User Tools

Site Tools



Monitoring the CONFINE testbed presents specific challenges that the designed system should address:

  • Large scale of infrequently used data.
  • The monitoring system should support active measurements that provide insight into the functioning of a node without revealing too much information of what is running on it.
  • It should also gather Slice and Sliver specific information.
  • The system should be flexible enough to add new metrics without hampering the functionality.
  • Monitoring logs should never lose precision and should support passively measured data such as last-time SSH succeeded, number of ports in use, resource hogs (which experiments are using the most CPU, memory, bandwidth and ports).

A general-purpose monitoring system does not meet these special-purpose requirements of CONFINE and are meant for different workloads and properties. Slice specific and sliver specific information (lxc monitoring) cannot be obtained directly by any of the existing monitoring systems. Nagios, Zenoss, ntop, Ganglia and cacti use RRDtool for storing data.

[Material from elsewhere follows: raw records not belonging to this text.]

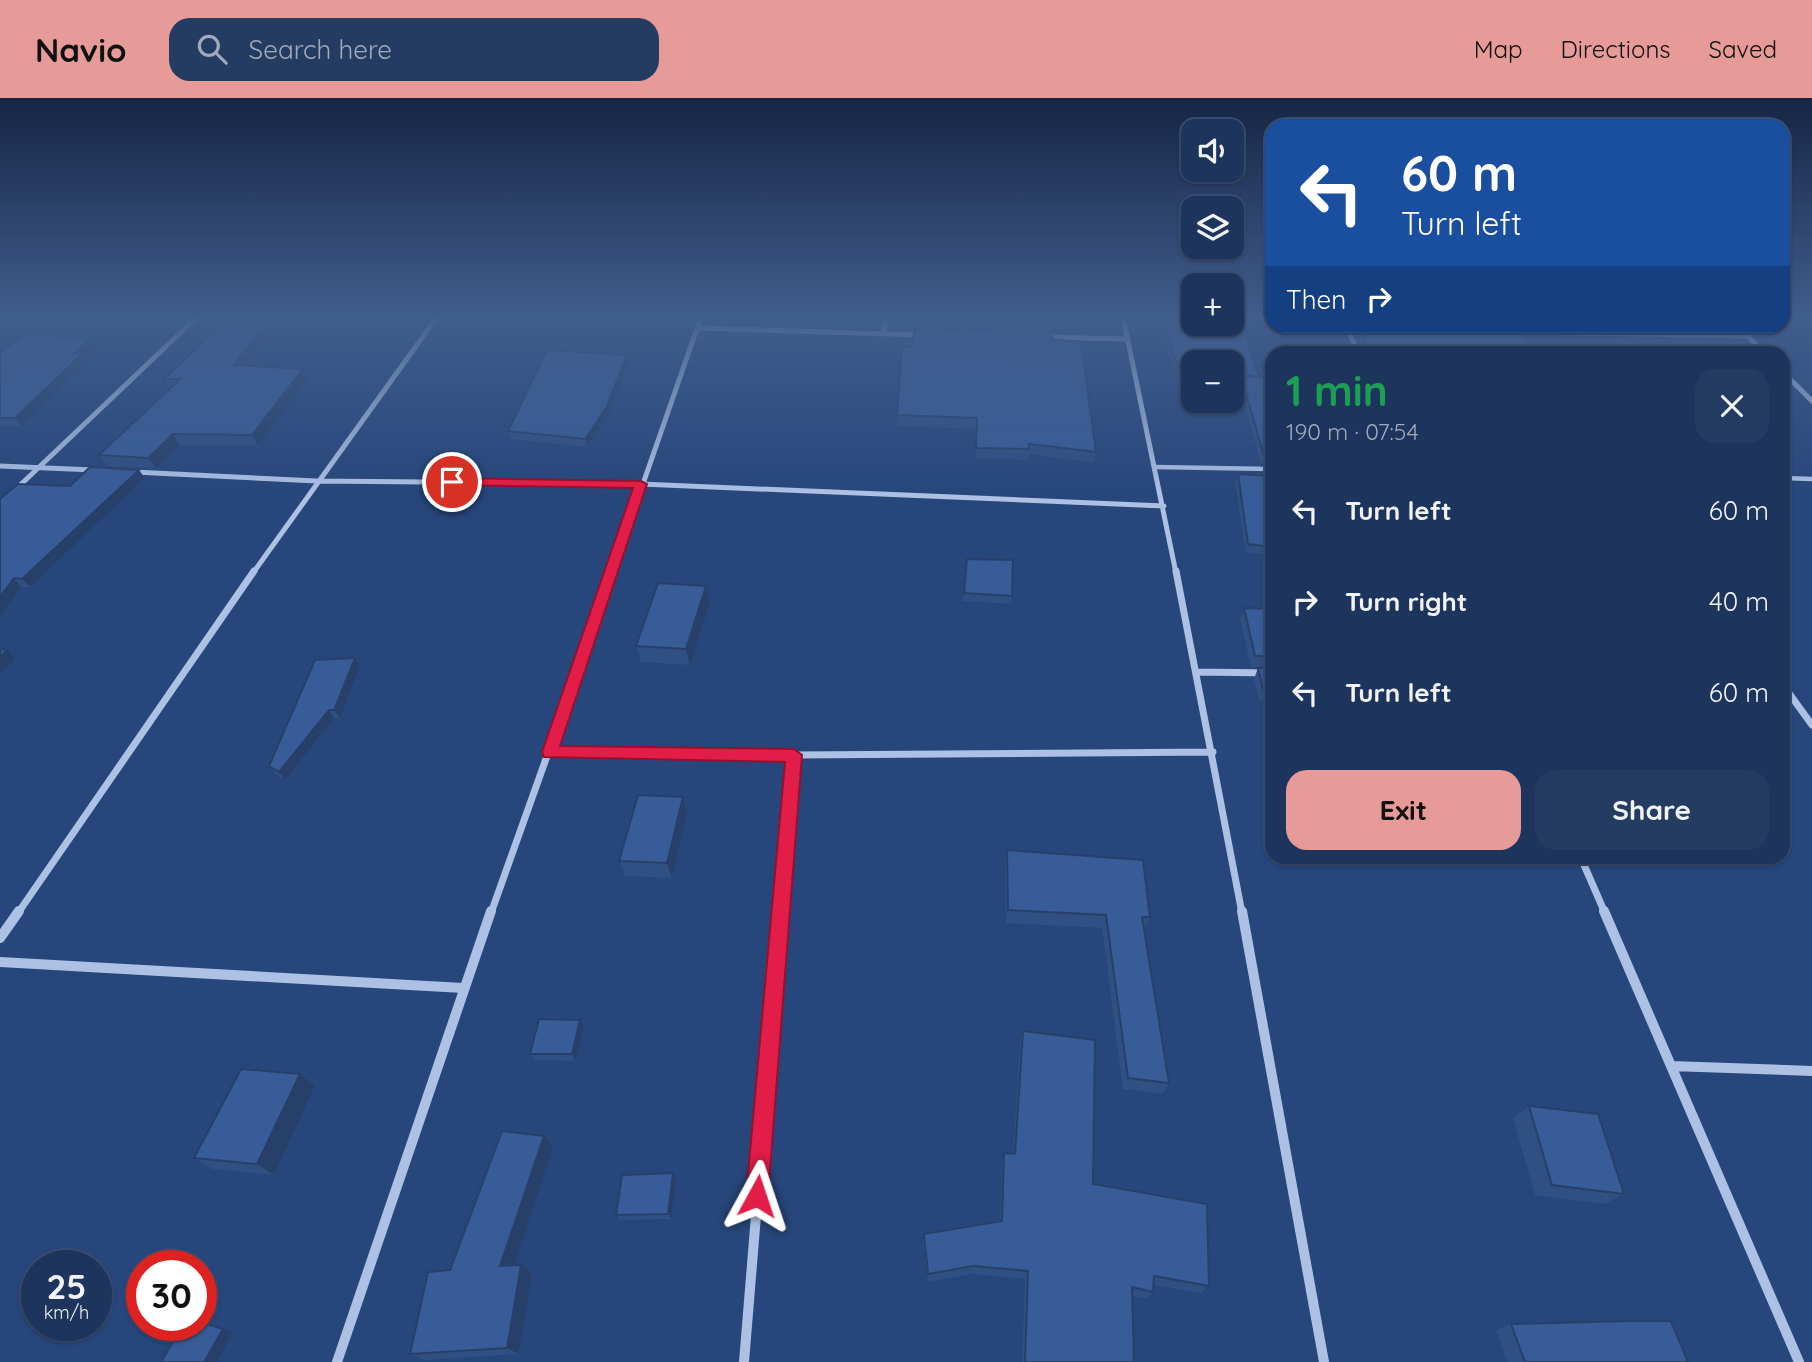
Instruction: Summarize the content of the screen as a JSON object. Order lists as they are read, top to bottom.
{
  "page": {
    "header": "Navio",
    "search": "Search here",
    "nav": ["Map", "Directions", "Saved"],
    "map_buttons": ["+", "−"],
    "turn": ["60 m", "Turn left"],
    "then": "Then",
    "heading": ["1 min", "190 m · 07:54"],
    "list": [
      {
        "name": "Turn left",
        "value": "60 m"
      },
      {
        "name": "Turn right",
        "value": "40 m"
      },
      {
        "name": "Turn left",
        "value": "60 m"
      }
    ],
    "buttons": ["Exit", "Share"],
    "speed": "25 km/h",
    "limit": "30"
  }
}
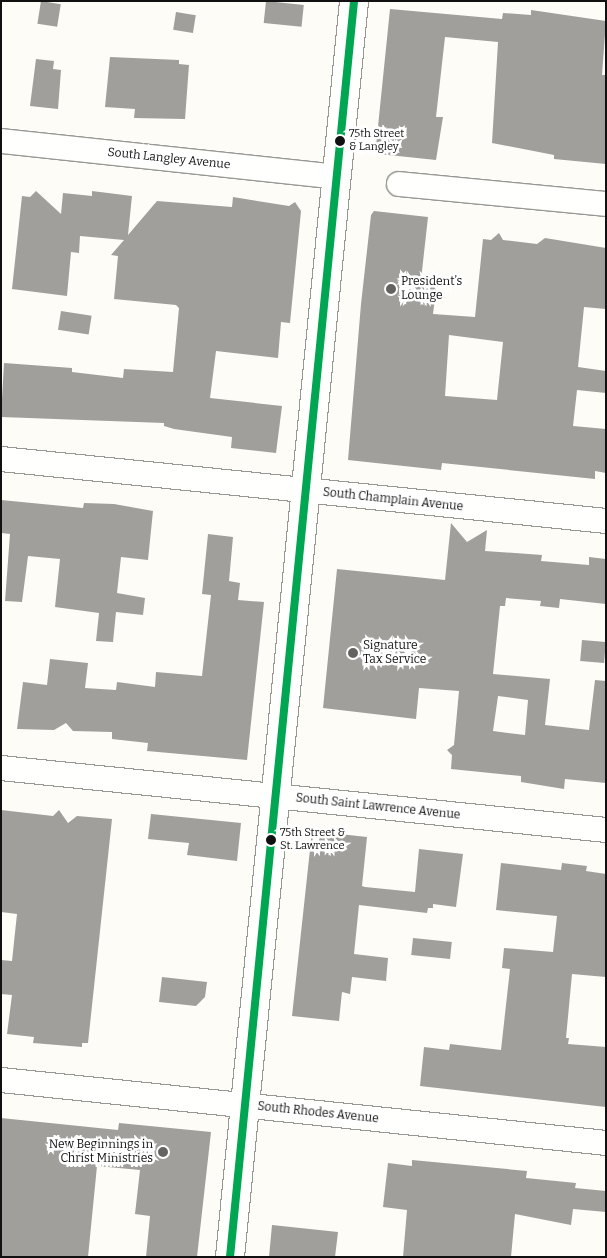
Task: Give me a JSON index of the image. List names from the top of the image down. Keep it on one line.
{"streets":{"street":["South Langley Avenue","South Champlain Avenue","South Saint Lawrence Avenue","South Rhodes Avenue"]},"places":["75th Street & Langley","President’s Lounge","Signature Tax Service","75th Street & St. Lawrence","New Beginnings in Christ Ministries"]}
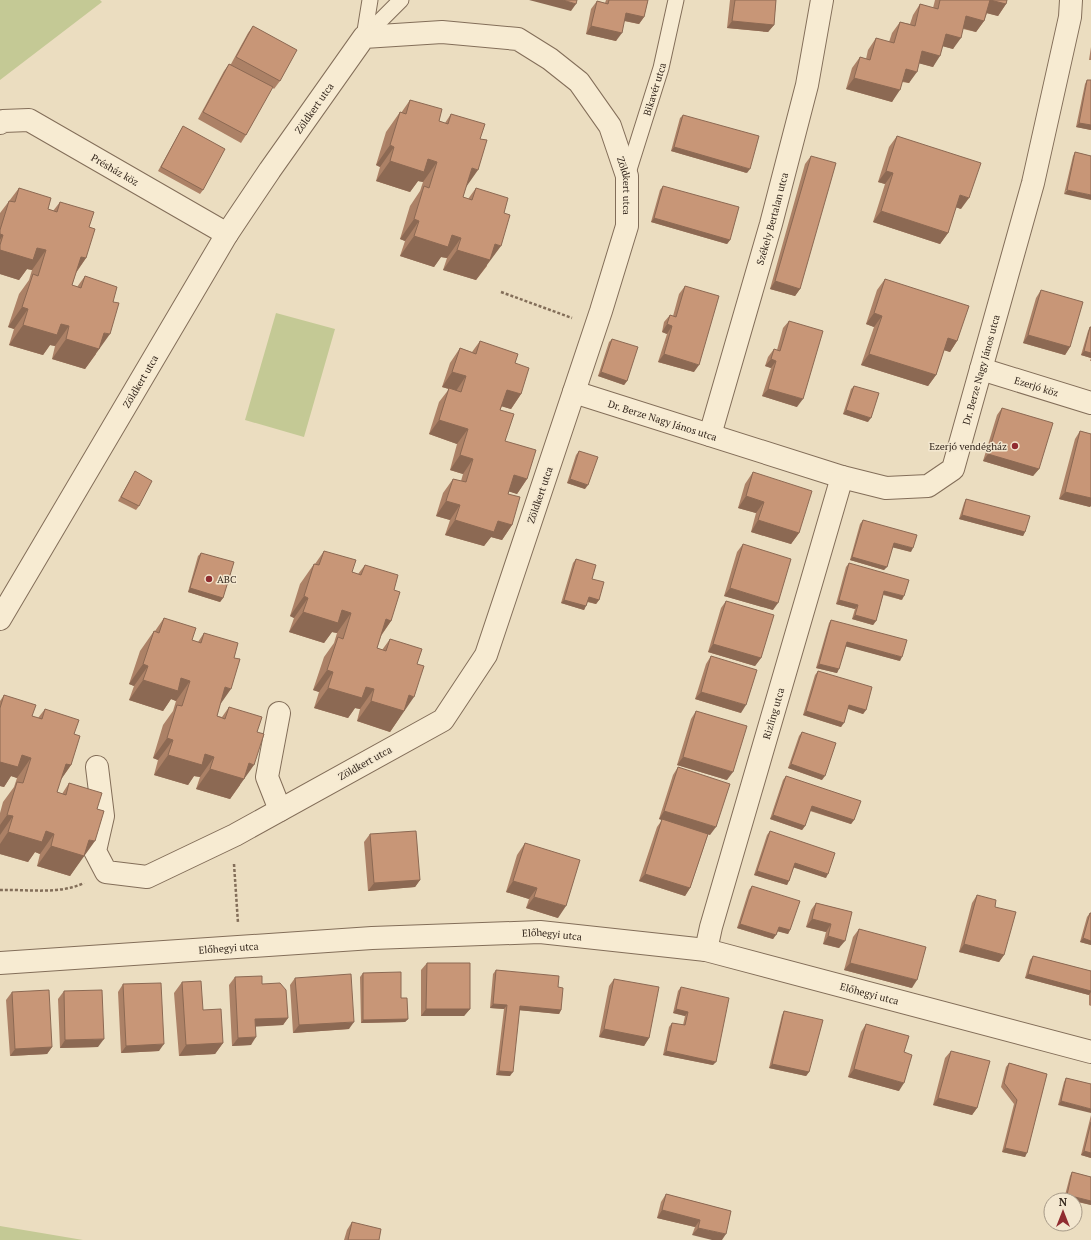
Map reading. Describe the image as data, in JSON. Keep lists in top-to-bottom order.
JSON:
{
  "streets": {
    "street": [
      "Zöldkert utca",
      "Présház köz",
      "Székely Bertalan utca",
      "Dr. Berze Nagy János utca",
      "Ezerjó köz",
      "Rizling utca",
      "Előhegyi utca"
    ],
    "lane": ["Bikavér utca"]
  },
  "crossings": [
    ["Bikavér utca", "Zöldkert utca"],
    ["Zöldkert utca", "Présház köz"],
    ["Zöldkert utca", "Dr. Berze Nagy János utca"],
    ["Székely Bertalan utca", "Dr. Berze Nagy János utca"],
    ["Dr. Berze Nagy János utca", "Ezerjó köz"],
    ["Dr. Berze Nagy János utca", "Rizling utca"],
    ["Rizling utca", "Előhegyi utca"]
  ],
  "places": ["Ezerjó vendégház", "ABC"],
  "north": "top"
}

RRDtool (Round Robin Database tool) is great for storing time series data and aggregating information, but are quite inflexible. It becomes necessary to compromise between flexibility and efficiency. Adding new metrics would require updating the database file (RRA). Once an RRA (Round Robin Archive) is created, it is possible to change existing values and add new data sources, it is not possible to add or remove metrics and change their properties. If modelling of data is not considered carefully, it can lead to a number of updates as and when new slivers are created in a node. Slice specific data implies data from different nodes and would result in a dynamic list of RRD which in turn would need additional scripts to fetch, aggregate and display data. For instance in Comon (monitoring system of PlanetLab), the data model is carefully chosen, but still old database files are deleted when the format changes. In many cases (depending on configuration) if an update is made to an RRD series but is not followed up by another update soon, the original update will be lost. This makes it less suitable for recording data such as operational metrics. There is no way to back-fill data in an RRD series and depending on the data model, a single RRD receiving data from multiple sources can be affected by this. Given the large scale varying resource consumption and the dynamic nature of CONFINE, flexibility is a key requirement.

Apart from that, sliver-centric information is not easily integrated into node-centric data provided by off-the-shelf monitoring systems. This kind of data gathering is also part of the motivation for developing a separate monitoring system to meet the specific needs of CONFINE.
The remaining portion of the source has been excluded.